We know that many maternal conditions are a marker for lifelong health. Pre-eclampsia and other hypertensive disorders of pregnancy, as well as conditions such as gestational diabetes, identify women who are at greater risk of future cardiovascular events. However, we are only just beginning to recognise the window of opportunity pregnancy represents to improve long-term health. Personalised and data-driven approaches, coupled potentially with genomics and the use of novel imaging, could allow women’s experiences in and around pregnancy to reset their future health. Across many conditions in later life, women are diagnosed later and have poorer outcomes than men with the same conditions. Recognising risk and advising about prevention following pregnancy could begin to address some of this inequity.

Women’s post-pregnancy health impacts not only on them but the health of the whole family. Nowhere is this more evident than when considering maternal mental health. Up to one in five women will experience a mental health problem in the year following pregnancy; effects on mother baby-bonding and wider family relationships can be significant and long-lasting. In the UK although there has been an increasing focus on maternal mental health, services remain patchy and research is still needed to work out the best models of care, especially for women from stigmatised, minoritised or deprived communities. Globally the gap between maternal physical and mental health care remains wide and has to be an important future focus; while suicide is recognised as the leading direct cause of maternal death in the year after pregnancy in the UK, in many countries maternal suicides are not even counted and therefore the basic evidence on how to prevent women’s deaths is not available.

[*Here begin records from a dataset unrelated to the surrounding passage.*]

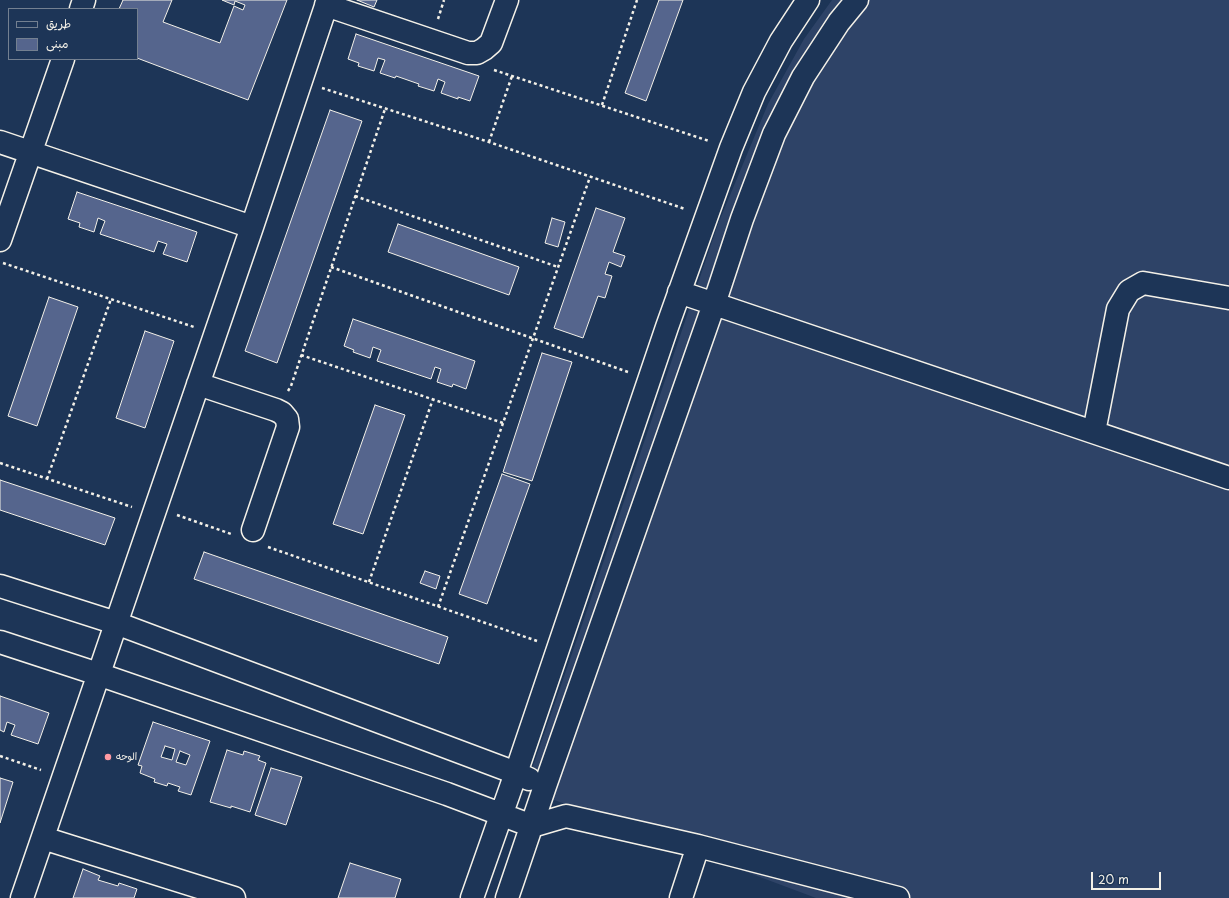 <!DOCTYPE html>
<html>
<head>
<meta charset="utf-8">
<style>
  body { margin:0 }
  #map { position:relative; width:1229px; height:898px; overflow:hidden; background:#1d3557; font-family:"Playpen Sans","Playpen Sans Arabic",sans-serif }
  canvas { display:block }
  .legend { position:absolute; left:8px; top:8px; width:130px; height:52px; box-sizing:border-box; background:#1d3557; border:1px solid #738091; margin:0; padding:5px 7px; list-style:none; font-size:12px; color:#f4f1e8 }
  .legend li { display:flex; align-items:center; gap:8px; height:20px }
  .legend b { width:20px; border:1px solid #738091 }
  .scale { position:absolute; left:1091px; top:872px; width:70px; height:18px; box-sizing:border-box; border:2px solid #f4f1e8; border-top:0; padding-left:5px; font-size:12px; line-height:14px; white-space:nowrap; color:#f4f1e8; -webkit-text-stroke:3px #1d3557; paint-order:stroke }
</style>
</head>
<body>
<div id="map">
<canvas width="1229" height="898"></canvas>
<ul class="legend">
<li><b style="height:5px;background:#1d3557"></b>طريق</li>
<li><b style="height:11px;background:#55658d"></b>مبنى</li>
</ul>
<div class="scale">20 m</div>
</div>
<script>
const ctx = document.querySelector('canvas').getContext('2d');
ctx.lineJoin = 'round';
function paint(path, color) {
  ctx.fillStyle = color;
  ctx.fill(path, 'evenodd');
}
function poly(rows) {
  const path = new Path2D();
  for (const r of rows) {
    path.moveTo(r[0], r[1]);
    for (let i = 2; i < r.length; i += 2) path.lineTo(r[i], r[i + 1]);
  }
  return path;
}
function trace(path, color, width, dash) {
  ctx.strokeStyle = color;
  ctx.lineWidth = width;
  ctx.lineCap = dash ? 'butt' : 'round';
  ctx.setLineDash(dash || []);
  ctx.stroke(path);
}
function write(font, color, halo, rows, align = 'center') {
  ctx.font = font + ' "Playpen Sans","Playpen Sans Arabic",sans-serif';
  ctx.lineWidth = 4;
  ctx.setLineDash([]);
  ctx.textBaseline = 'middle';
  ctx.strokeStyle = halo;
  ctx.fillStyle = color;
  for (const [text, x, y, turn = 0] of rows) {
    ctx.save();
    ctx.translate(x, y);
    ctx.rotate((+turn || 0) * Math.PI / 180);
    ctx.textAlign = isNaN(turn) ? turn : align;
    if (halo) ctx.strokeText(text, 0, 0);
    ctx.fillText(text, 0, 0);
    ctx.restore();
  }
}
paint(poly([
  [832,0,1229,0,1229,898,816,898,525,789,583,622,718,224,768,104,804,39]
]), '#2e4367');
const building = poly([
  [123,0,172,0,163,22,220,43,234,6,243,10,245,5,235,1,234,5,222,0,287,0,248,100,137,58,137,9,119,9,123,0],
  [357,0,377,0,374,7,357,0],
  [659,0,683,0,646,101,625,93,659,0],
  [356,34,479,76,470,101,458,97,458,99,441,93,445,82,438,79,434,91,418,86,419,84,396,76,395,78,380,73,385,60,378,58,374,71,358,66,359,63,348,59,356,34],
  [330,110,362,121,277,363,245,351,330,110],
  [77,192,197,232,187,262,163,254,167,244,158,241,154,252,100,234,105,221,98,218,94,232,79,227,80,223,68,219,77,192],
  [596,208,625,218,613,252,625,256,621,267,609,262,605,274,612,276,605,298,598,296,583,338,554,328,596,208],
  [552,218,565,222,558,247,545,243,552,218],
  [398,224,519,267,509,295,388,252,398,224],
  [49,297,78,307,37,426,8,416,49,297],
  [353,319,475,361,466,389,453,384,452,387,437,382,441,369,435,367,431,379,377,361,381,350,373,347,370,358,353,352,354,350,344,346,353,319],
  [145,331,174,341,145,428,116,418,145,331],
  [542,353,572,362,532,481,503,472,542,353],
  [375,405,405,415,363,534,333,524,375,405],
  [502,474,530,484,487,604,459,594,502,474],
  [0,480,115,518,105,545,0,510,0,480],
  [204,552,448,637,439,664,194,579,204,552],
  [425,571,440,576,436,589,420,583,425,571],
  [0,696,49,713,38,744,11,735,15,725,7,722,4,732,0,730,0,696],
  [153,722,210,741,191,795,178,791,180,787,168,783,167,786,154,782,155,779,140,773,142,766,138,765,153,722],
  [165,746,175,749,172,760,161,757,165,746],
  [180,751,190,755,186,765,176,762,180,751],
  [227,750,243,755,244,751,260,756,258,760,266,763,250,812,231,806,231,808,210,802,227,750],
  [271,768,302,777,286,825,255,815,271,768],
  [0,778,13,782,0,823,0,778],
  [350,863,401,879,395,898,338,898,350,863],
  [83,869,100,876,98,880,118,886,119,883,137,889,134,898,73,898,83,869]
]);
paint(building, '#55658d');
trace(building, '#f4f1e8', 1);
const minor = poly([
  [326,5,468,53,477,53,484,49,491,43,507,0],
  [81,9,84,0],
  [0,142,252,227],
  [0,240,63,59],
  [679,292,1229,478],
  [198,384,276,410,282,413,287,419,288,427,253,530],
  [1094,432,1118,309,1129,291,1143,283,1229,298],
  [0,586,116,623,516,773,529,779],
  [0,642,98,674,447,794,532,826,566,816,698,846,898,898],
  [43,838,234,898],
  [22,898,252,227,328,0],
  [472,898,516,773,667,327,731,148,754,92,781,41,808,0],
  [507,898,545,786,714,304,742,219,774,134,803,77,839,22,857,0],
  [681,898,698,846]
]);
trace(minor, '#f4f1e8', 25);
trace(poly([
  [438,19,444,0],
  [494,70,709,141],
  [322,88,489,142,685,209],
  [602,105,637,0],
  [489,142,512,76],
  [355,196,558,267],
  [3,263,194,327],
  [331,267,628,372],
  [301,355,503,423],
  [288,391,291,386,385,109],
  [0,463,132,507],
  [47,479,111,299],
  [177,515,231,534],
  [268,547,537,641],
  [369,582,433,399],
  [438,607,590,177],
  [0,756,41,770]
]), '#f4f1e8', 2.5, [3, 3]);
trace(minor, '#1d3557', 22);
for (const [x, y, r, color] of [
  [108,757,4,"#ff9aa2"]
]) {
  const dot = new Path2D();
  dot.arc(x, y, r, 0, 2 * Math.PI);
  ctx.fillStyle = color;
  ctx.fill(dot);
  trace(dot, '#1d3557', 1.5);
}
write('10px', '#f4f1e8', '#1d3557', [
  ["الوحه",116,757]
], 'left');
</script>
</body>
</html>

As much research is needed on mental health as on physical health to equitably improve future maternal and perinatal health.

Political will

Mahmoud Fathalah, then president of the International Federation of Gynecology and Obstetrics (FIGO) said in 1988, when I was a medical student, “women are not dying because of diseases we cannot treat but because societies have yet to make the decision that their lives are worth saving”. In many ways that remains as true today as it was then. However, if we work to develop ways to optimise pre-pregnancy health, leverage the benefits of data-driven, AI and machine learning approaches to pregnancy care, take advantage of pregnancy as a window of opportunity for improving life-long health, and above all, bring policy-makers with us, in thirty years’ time today’s medical students may be able to say something different.